Library Guide¶
This guide covers library-first LLM inference with Mullama. Embed a high-performance inference engine directly in your application -- no daemon, no HTTP, no separate process.
Library vs Daemon
This guide is for library usage (direct function calls in your code). If you need a server with OpenAI-compatible APIs, see the Daemon & CLI docs.
Library advantages: Zero HTTP overhead, in-process inference, microsecond latency.
The APIs documented here work across all 6 supported languages: Node.js, Python, Rust, Go, PHP, and C/C++.
Architecture Overview¶
Mullama is organized in three layers, each building on the one below:
┌─────────────────────────────────────────────────────────────────┐
│ Integration Layer │
│ Async │ Streaming │ Web/WS │ Multimodal │ Parallel │
├─────────────────────────────────────────────────────────────────┤
│ Core API Layer │
│ Model │ Context │ Sampler │ Batch │ Embedding │
├─────────────────────────────────────────────────────────────────┤
│ Foundation Layer │
│ sys.rs (FFI bindings) │ build.rs (platform config) │
│ llama.cpp C++ library │ GPU acceleration backends │
└─────────────────────────────────────────────────────────────────┘
Foundation Layer (sys.rs, build.rs): Low-level FFI bindings to the llama.cpp C++ library. Handles platform-specific build configuration, GPU acceleration detection, and memory-safe wrappers around unsafe C operations. You never interact with this layer directly.
Core API Layer: The primary API surface that applications interact with. Provides safe, ergonomic abstractions over the foundation layer. Available in all supported languages: Node.js, Python, Rust, Go, PHP, and C/C++.

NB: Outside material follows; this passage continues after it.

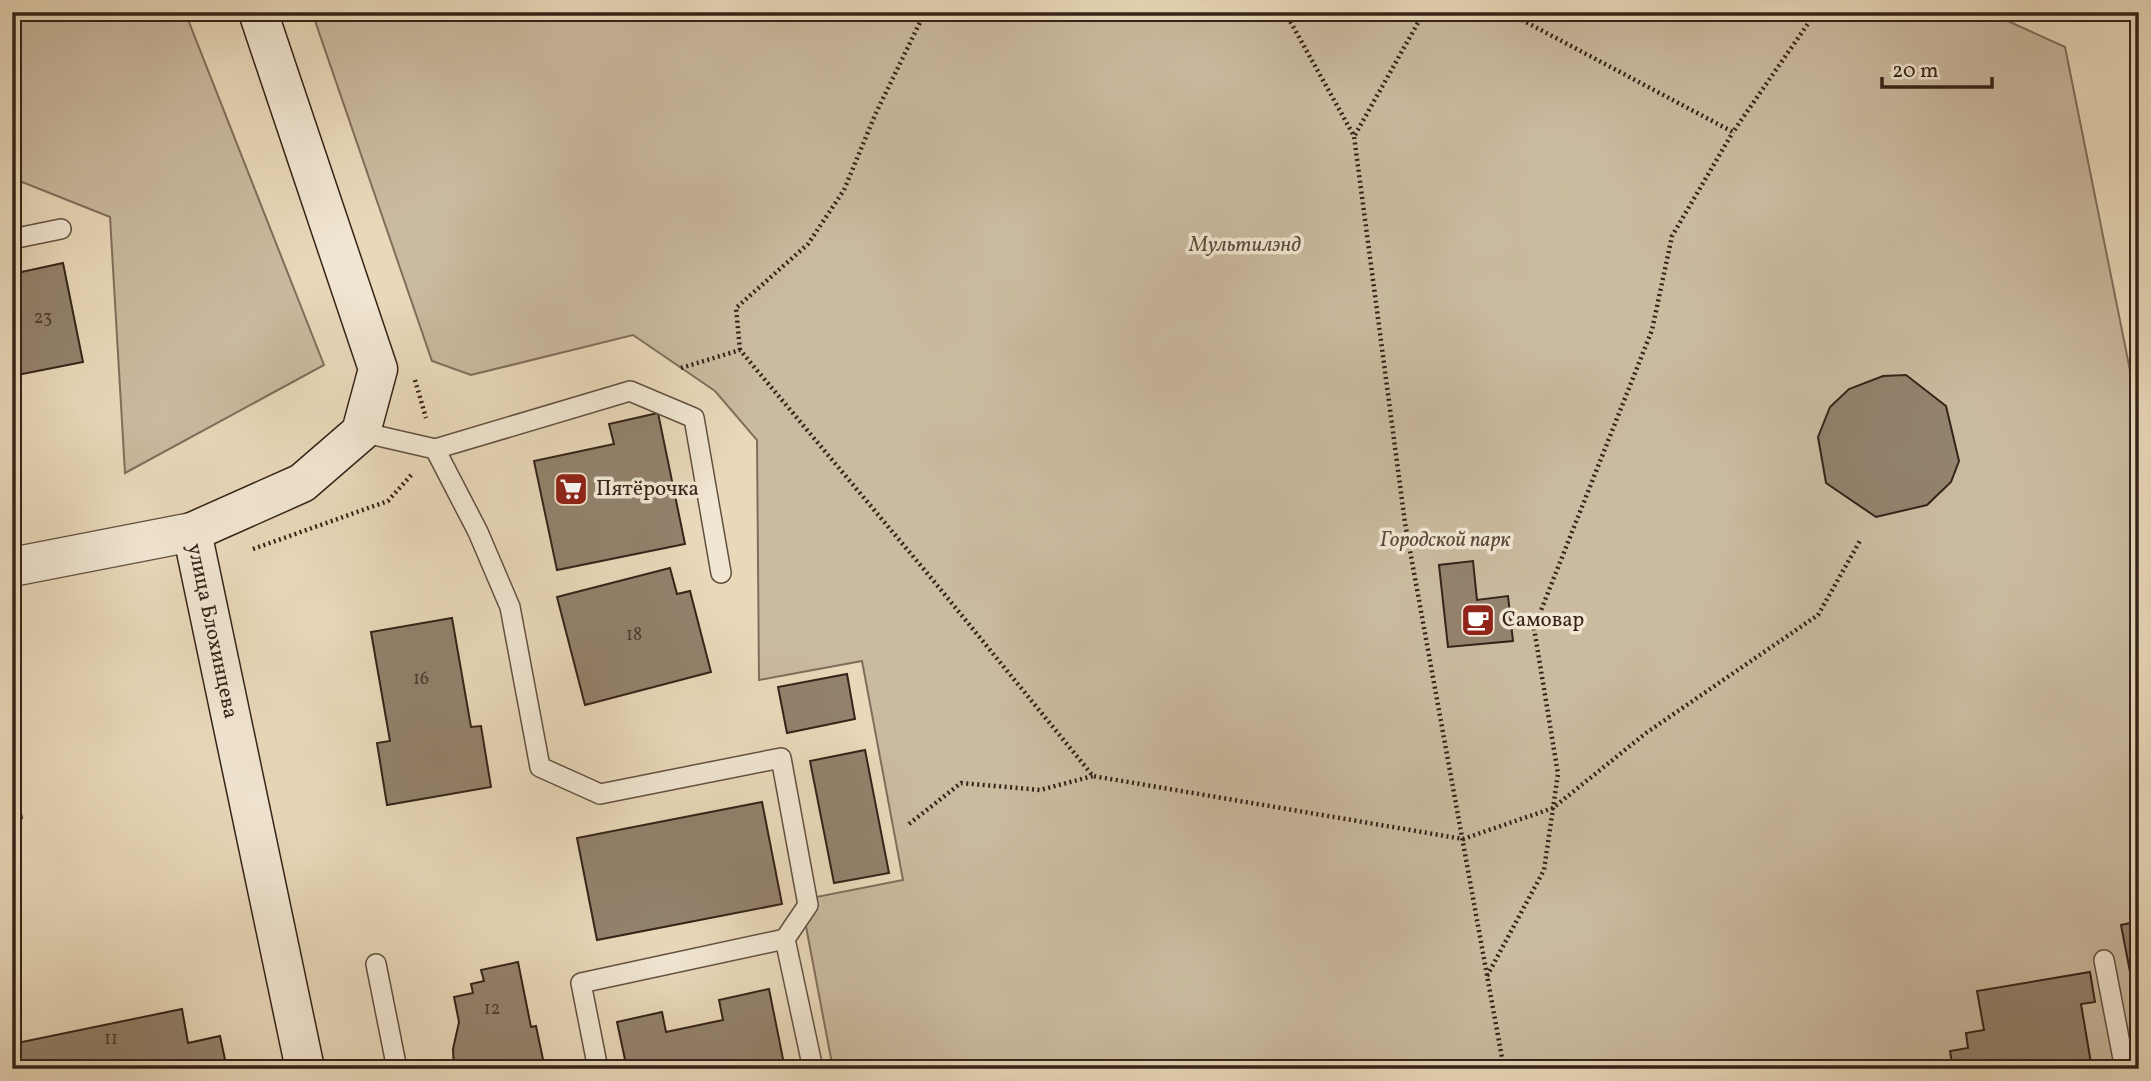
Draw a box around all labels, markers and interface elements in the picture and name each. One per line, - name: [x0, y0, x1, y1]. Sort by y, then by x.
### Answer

Integration Layer: Optional, feature-gated modules that extend core functionality for specific use cases like async runtimes, streaming, web services, and multimodal processing.
Core Concepts¶
Model¶
The Model represents a loaded GGUF model file. It provides access to the model's vocabulary, architecture parameters, and tokenization capabilities. Models are designed for shared ownership -- a single loaded model can serve many concurrent inference contexts.
Context¶
The Context holds the inference state, including the KV cache and generation position. You create a context from a model and use it to run inference.
Sampler¶
The Sampler controls how the next token is selected from the model's probability distribution. Mullama supports all llama.cpp sampling strategies including temperature, top-k, top-p, min-p, mirostat, and grammar-constrained sampling.
Batch¶
The Batch enables efficient processing of multiple token sequences simultaneously, which is essential for high-throughput applications.
Embedding¶
The Embedding module generates vector representations of text, useful for semantic search, RAG pipelines, and similarity calculations.
Design Patterns¶
Builder Pattern¶
Mullama uses the builder pattern extensively for complex configuration. All builders follow the same .build() completion pattern:
RAII (Resource Acquisition Is Initialization)¶
All resources (models, contexts, samplers, LoRA adapters) are automatically cleaned up when they go out of scope. In Node.js and Python, the garbage collector handles this. In Rust, the Drop trait ensures deterministic cleanup.
Result-Based Error Handling¶
All fallible operations return errors in a language-appropriate way: exceptions in Node.js/Python, Result<T, MullamaError> in Rust.
Arc for Shared Ownership¶
Models can be shared across multiple contexts and threads. In Rust, wrap models in Arc. In Node.js and Python, reference counting is handled automatically.
Feature Flags¶
Mullama uses Cargo feature flags (Rust) to keep the core library lightweight. In Node.js and Python, all features are bundled in the native binary.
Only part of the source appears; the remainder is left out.